Exercise material:
++++++++

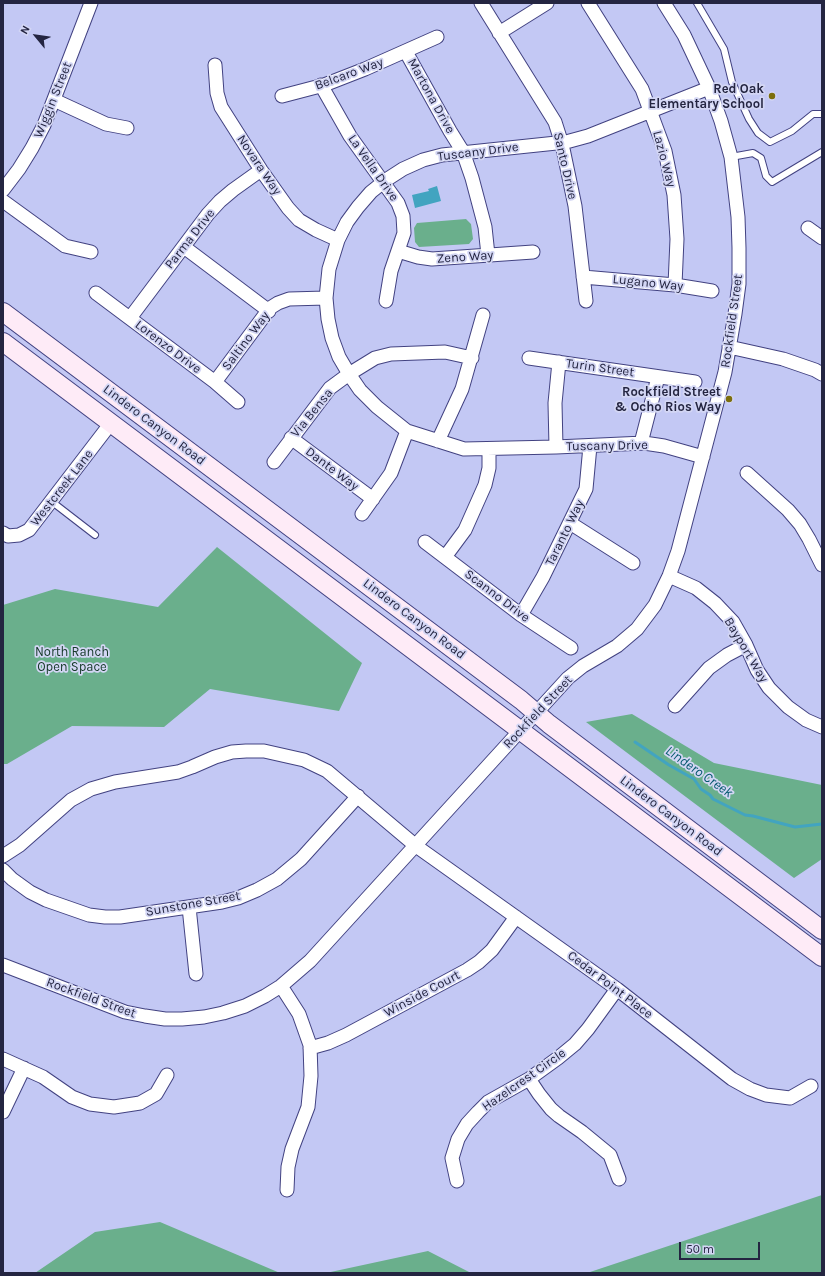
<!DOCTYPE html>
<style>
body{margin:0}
#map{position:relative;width:825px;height:1276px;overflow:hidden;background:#c3c8f4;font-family:Karla,sans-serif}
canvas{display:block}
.frame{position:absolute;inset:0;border:4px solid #242541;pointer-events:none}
.north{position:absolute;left:16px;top:16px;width:40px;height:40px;-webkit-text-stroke:3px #d3d6f4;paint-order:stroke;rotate:299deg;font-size:11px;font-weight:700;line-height:16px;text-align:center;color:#242541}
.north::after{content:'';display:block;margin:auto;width:14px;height:18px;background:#242541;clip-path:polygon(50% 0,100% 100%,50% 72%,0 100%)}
.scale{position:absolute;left:679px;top:1242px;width:81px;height:18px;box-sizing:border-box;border:2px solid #242541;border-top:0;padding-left:5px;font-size:12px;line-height:14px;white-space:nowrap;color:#242541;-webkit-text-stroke:3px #d3d6f4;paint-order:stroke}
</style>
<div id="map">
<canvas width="825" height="1276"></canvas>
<div class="frame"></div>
<div class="north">N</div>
<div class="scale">50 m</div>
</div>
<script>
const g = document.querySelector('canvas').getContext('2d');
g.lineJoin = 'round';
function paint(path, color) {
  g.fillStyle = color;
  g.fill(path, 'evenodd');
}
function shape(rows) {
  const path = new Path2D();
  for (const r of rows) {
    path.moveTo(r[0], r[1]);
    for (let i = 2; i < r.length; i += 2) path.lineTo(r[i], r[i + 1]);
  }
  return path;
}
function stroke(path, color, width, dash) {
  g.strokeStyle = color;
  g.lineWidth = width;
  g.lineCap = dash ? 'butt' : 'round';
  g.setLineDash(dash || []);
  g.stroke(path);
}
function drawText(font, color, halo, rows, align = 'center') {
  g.font = font + ' Karla,sans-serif';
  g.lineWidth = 3.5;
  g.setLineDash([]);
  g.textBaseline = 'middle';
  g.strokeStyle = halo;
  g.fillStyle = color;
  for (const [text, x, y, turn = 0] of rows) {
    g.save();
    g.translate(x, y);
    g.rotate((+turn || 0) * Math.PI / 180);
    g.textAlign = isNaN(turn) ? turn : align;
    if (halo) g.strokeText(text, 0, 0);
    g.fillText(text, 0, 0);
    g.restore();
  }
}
paint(shape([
 [466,219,471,224,473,239,469,244,419,247,415,242,414,228,417,223],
 [217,547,362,663,339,711,210,689,164,727,72,726,7,764,3,764,3,605,55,589,158,607],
 [632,714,714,763,822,785,822,859,794,878,586,722],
 [822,1195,822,1273,587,1273],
 [160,1222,280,1273,35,1273,95,1232],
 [428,1251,471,1273,326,1273]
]), '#6aaf8c');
paint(shape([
 [437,186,441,201,415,208,412,195,429,191,428,189]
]), '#42a4c0');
stroke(shape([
 [635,742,669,765,694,779,701,789,710,795,713,799,745,815,753,816,795,827,822,824]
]), '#42a4c0', 3);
const lane = shape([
 [697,3,724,49,732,82,749,119,758,133,770,142,792,131,813,114,822,114],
 [731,157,753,153,761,158,766,176,772,182,822,152],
 [51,501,95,535]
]);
const street = shape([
 [481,3,555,122,562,144,575,206,586,301],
 [588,3,642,89,665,151,674,195,677,239,675,285],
 [499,33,547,3],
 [406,52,450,131,463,152,472,178,485,227,488,255],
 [215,65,217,93,221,107,261,170,288,208,299,220,316,230,338,240],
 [321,85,350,136,398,203,403,216,404,233,391,271,386,301],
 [282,96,324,85,365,69,437,37],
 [54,100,106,124,127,128],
 [3,190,19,169,32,148,44,125,91,3],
 [3,201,65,246,91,252],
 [808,228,822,238],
 [184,247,269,311],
 [398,251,418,257,432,259,533,252],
 [583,277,675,285,712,291],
 [96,293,215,382,238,402],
 [130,318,208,214,220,201,233,190,261,170],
 [729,347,783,359,815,370,822,374],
 [529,358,695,382],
 [215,382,270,308,278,303,289,299,326,298],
 [291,438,373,499],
 [438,441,462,389,483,315],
 [641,443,658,377],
 [556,447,555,403,559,362],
 [703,457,664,446,644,443,556,447,464,449,407,431,377,407,360,390,349,374,339,357,332,338,328,319,326,298,329,269,338,240,347,222,358,207,371,192,386,180,403,169,423,160,442,155,566,142,588,136,709,88],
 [274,462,330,388,349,374,375,358,391,354,445,352,472,358],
 [747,473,788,510,800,524,809,539,822,565],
 [362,514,391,473,407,431],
 [570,523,633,563],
 [3,533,8,536,19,535,29,530,111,423],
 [425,542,521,615,571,648],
 [445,557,465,530,485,485,489,468,489,449],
 [669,576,696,588,715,603,733,622,746,645,757,670,769,688,788,707,806,720,822,727],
 [521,615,543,577,586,489,590,446],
 [675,706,709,668,727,655,746,645],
 [3,856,20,845,71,800,91,789,115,782,178,772,192,767,215,757,232,752,246,751,264,751,304,760,327,771,416,846,617,989,732,1079,750,1089,766,1095,790,1098,811,1086],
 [3,870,12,879,30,892,46,900,89,915,105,917,120,917,222,902,238,898,257,890,277,879,301,859,358,796],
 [189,907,196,974],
 [3,965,125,1012,145,1016,165,1019,182,1019,204,1017,223,1013,245,1006,265,996,281,986,310,961,568,678,583,666,617,646,637,629,655,605,669,576,678,551,725,372,735,314,739,284,739,248,738,217,731,157,721,121,709,88,684,35,664,3],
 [281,986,299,1014,310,1045,311,1076,308,1107,292,1149,288,1167,287,1190],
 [310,1048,328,1043,346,1035,467,970,479,962,492,950,516,917],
 [3,1059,43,1077,72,1097,90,1104,114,1107,140,1103,156,1094,167,1075],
 [529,1079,539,1094,551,1109,559,1116,582,1132,610,1155,619,1179],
 [3,1112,24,1068],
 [457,1181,452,1158,458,1139,467,1124,478,1112,488,1102,529,1079,558,1058,575,1044,588,1029,617,989]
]);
const secondary = shape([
 [3,312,521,700,549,724,822,930],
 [3,342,822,957]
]);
stroke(lane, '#424281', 8);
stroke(street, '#424281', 15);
stroke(secondary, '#424281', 20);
stroke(lane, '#fff', 6);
stroke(street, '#fff', 13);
stroke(secondary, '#feebf7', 18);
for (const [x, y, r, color] of [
 [772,96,4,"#7c6e0c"],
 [729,399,4,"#7c6e0c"]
]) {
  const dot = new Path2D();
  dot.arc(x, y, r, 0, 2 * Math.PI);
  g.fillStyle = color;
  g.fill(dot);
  stroke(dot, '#d3d6f4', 1.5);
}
drawText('13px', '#242541', '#d3d6f4', [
 ["Belcaro Way",349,74,-20],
 ["Martona Drive",431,96,61],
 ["Wiggin Street",53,100,-68],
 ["Tuscany Drive",478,152,-7],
 ["Lazio Way",664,159,75],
 ["Novara Way",259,165,56],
 ["Santo Drive",565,166,77],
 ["La Vella Drive",373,168,55],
 ["Parma Drive",190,239,-52],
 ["Zeno Way",465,257,-4],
 ["Lugano Way",648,283,6],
 ["Rockfield Street",732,321,-82],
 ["Saltino Way",246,341,-53],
 ["Lorenzo Drive",168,347,37],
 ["Turin Street",600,368,8],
 ["Via Bensa",312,413,-51],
 ["Lindero Canyon Road",154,425,37],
 ["Tuscany Drive",607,446,-1],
 ["Dante Way",332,469,37],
 ["Westcreek Lane",62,488,-52],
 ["Taranto Way",565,533,-64],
 ["Scanno Drive",497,596,37],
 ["Lindero Canyon Road",414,619,37],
 ["Bayport Way",746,650,59],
 ["Rockfield Street",538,712,-47],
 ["Lindero Canyon Road",671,816,37],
 ["Sunstone Street",193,904,-10],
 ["Cedar Point Place",610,985,37],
 ["Winside Court",422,994,-28],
 ["Rockfield Street",91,998,20],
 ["Hazelcrest Circle",524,1080,-35]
]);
drawText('bold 13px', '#242541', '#d3d6f4', [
 ["Red Oak",764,89],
 ["Elementary School",764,104],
 ["Rockfield Street",721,392],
 ["& Ocho Rios Way",721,407]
], 'right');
drawText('13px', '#143827', '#d3d6f4', [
 ["North Ranch",72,652],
 ["Open Space",72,667]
]);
drawText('italic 14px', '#05596e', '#d3d6f4', [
 ["Lindero Creek",699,772,35]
]);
</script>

++++++++

Task statement:
Lines containing the word "function" must be found in the data above and copied.

Output for this exercise:
function paint(path, color) {
function shape(rows) {
function stroke(path, color, width, dash) {
function drawText(font, color, halo, rows, align = 'center') {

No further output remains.